Smith '03 Doing Lawyer-Like Work in TV News

by Howard W. Hewitt

June 29, 2008

Ryan Smith ’03 always thought he’d become a lawyer. But that career path veered when he joined the news staff of The Bachelor, Wabash College’s student newspaper.  The Ohio native took the LSATs and up until the weekend before his graduate school application was due he still thought law school was his future. Instead he applied to Columbia’s graduate journalism program and now works for CBS News.

Smith works  in planning and development for 48 Hours Mystery. The show usually focuses on complex criminal cases. Smith does all the leg work gathering facts, interviewing the people involved, and bringing that material to the show’s producers to determine if it is developed into an episode.

"Even my senior year I was still planning on going to law school," Smith said. "Then somewhere inside me I realized my entire life at Wabash, at least in part, centered on The Bachelor and journalism. I thought maybe my talents and the things that came natural to me were where I should be spending the rest of my life."

His time as a writer and news editor fed his curiosity and developed his talents. "I knew that this was something I was pretty good at: writing a story, getting a story, knowing what was important. I had just never thought about making it my life."

National broadcast journalism can be notoriously difficult to find a first job. Smith went to CBS and was hired as a page for the David Letterman show. There he met lots of people and was asked to be a production assistant for the 2004 presidential election coverage. Working with the network’s top news people netted him some interviews which led to the job at 48 Hours.

"Primarily what I work on is very complex legal cases, something that I was interested in from a very early age," Smith said, explaining his work. "What makes a compelling story? There has to be compelling characters or very compelling hooks to the storyline."

One of Smith’s biggest daily challenges is getting people to talk. "It’s very rough for the people involved. It’s usually the most serious event in their life. It may be, in most cases, the most serious thing that’s ever happened to them. You get them to open up and make a connection to do the reporting.

"I don’t know if it was Wabash or my natural instincts, but I am a talker. But the most important skill I’ve learned during my time at 48 Hours is to know how to listen and to listen without passing judgment. When people know that you are listening to them and you are not judging, they’re much more apt to tell you what it is they have on their mind. It’s much more about building relationships and trust than it is about anything else."

That trust building often means repeated phone calls and visits before a person will talk about that terrible experience. Smith has to move fast when he gets a good lead on a case because of the competition; still the cases can take months and years to be resolved.

"It’s heavily dependent on what’s happening in the judicial system," he said of the timing. "From the time the story is located until it airs can be years, months, or weeks. The production time is usually four or five months."
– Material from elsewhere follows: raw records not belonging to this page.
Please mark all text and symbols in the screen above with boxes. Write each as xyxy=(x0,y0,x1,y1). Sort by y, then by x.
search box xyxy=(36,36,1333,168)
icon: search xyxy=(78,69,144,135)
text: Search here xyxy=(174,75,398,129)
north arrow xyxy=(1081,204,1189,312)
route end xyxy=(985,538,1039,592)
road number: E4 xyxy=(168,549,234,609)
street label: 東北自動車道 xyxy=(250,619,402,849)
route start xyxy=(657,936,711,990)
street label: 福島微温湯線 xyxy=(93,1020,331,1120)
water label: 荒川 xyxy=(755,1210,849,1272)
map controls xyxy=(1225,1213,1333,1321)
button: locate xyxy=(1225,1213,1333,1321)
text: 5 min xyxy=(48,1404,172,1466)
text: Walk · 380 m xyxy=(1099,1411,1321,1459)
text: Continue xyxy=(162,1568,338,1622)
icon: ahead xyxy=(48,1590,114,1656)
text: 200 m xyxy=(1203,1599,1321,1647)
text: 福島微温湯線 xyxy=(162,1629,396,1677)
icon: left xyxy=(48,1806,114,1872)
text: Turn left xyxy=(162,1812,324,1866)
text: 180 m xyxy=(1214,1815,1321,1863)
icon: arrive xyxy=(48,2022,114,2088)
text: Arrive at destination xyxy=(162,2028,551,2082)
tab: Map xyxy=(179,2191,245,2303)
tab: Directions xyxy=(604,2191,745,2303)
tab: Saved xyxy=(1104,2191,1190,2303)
Smith calls his experience with 48 hours "an opportunity to learn at a grad school that is unlike any other"

He works with police, prosecutors, defense lawyers, and the principals of each case - something he calls more compelling than "the actual legal maneuverings that are 99 percent of what lawyers do."

He’s not sure what comes next, but he knows there is change coming in the world of electronic media. "We are at the edge of something and my bosses know that and they have been really working on certain web episodes and that sort of stuff. What’s coming up next in the industry? What’s going to happen? How are people going to watch television or whatever else they’re going to do is beyond me right now. But it is certainly interesting to me."

Smith still has a lot to learn about the business he’s in and is thankful for the opportunities he’s had with CBS News. "I want to do whatever I can to learn from those around me and to really master what it is everybody is doing," he said. "At some level that will mean less talking and more listening, but then using those lessons and using that mastery for whatever is coming next."

He’s grateful for the opportunities at CBS and the resiliency he learned at Wabash College.

"Wabash encouraged me to write well, to communicate well and I think for me, in particular, foster resilience. The quality of being resilient has been something that has really shown through for me. There is something to be said for the self confidence boost that was fostered for me by this College."

Smith credits the resilience he learned for help through the down moments, for the persistence to chase the difficult and drawn-out stories.

"There’s always competition. It gives you the realization that you are in the real world. This is not just a fairytale or anything, these are real people and real cases," he said of his work. "This is very high production value journalism that really can cut through a lot of the nonsense and get to the heart of the emotions of what these people are feeling. It’s the ability to showcase the importance of certain cases as well as the social elements and mix it with the interest in law enforcement.

"I thought I’d be a lawyer. But everybody at Wabash, including a lot of alums, was saying maybe this would be a better route. I took it and I’m very, very lucky and grateful."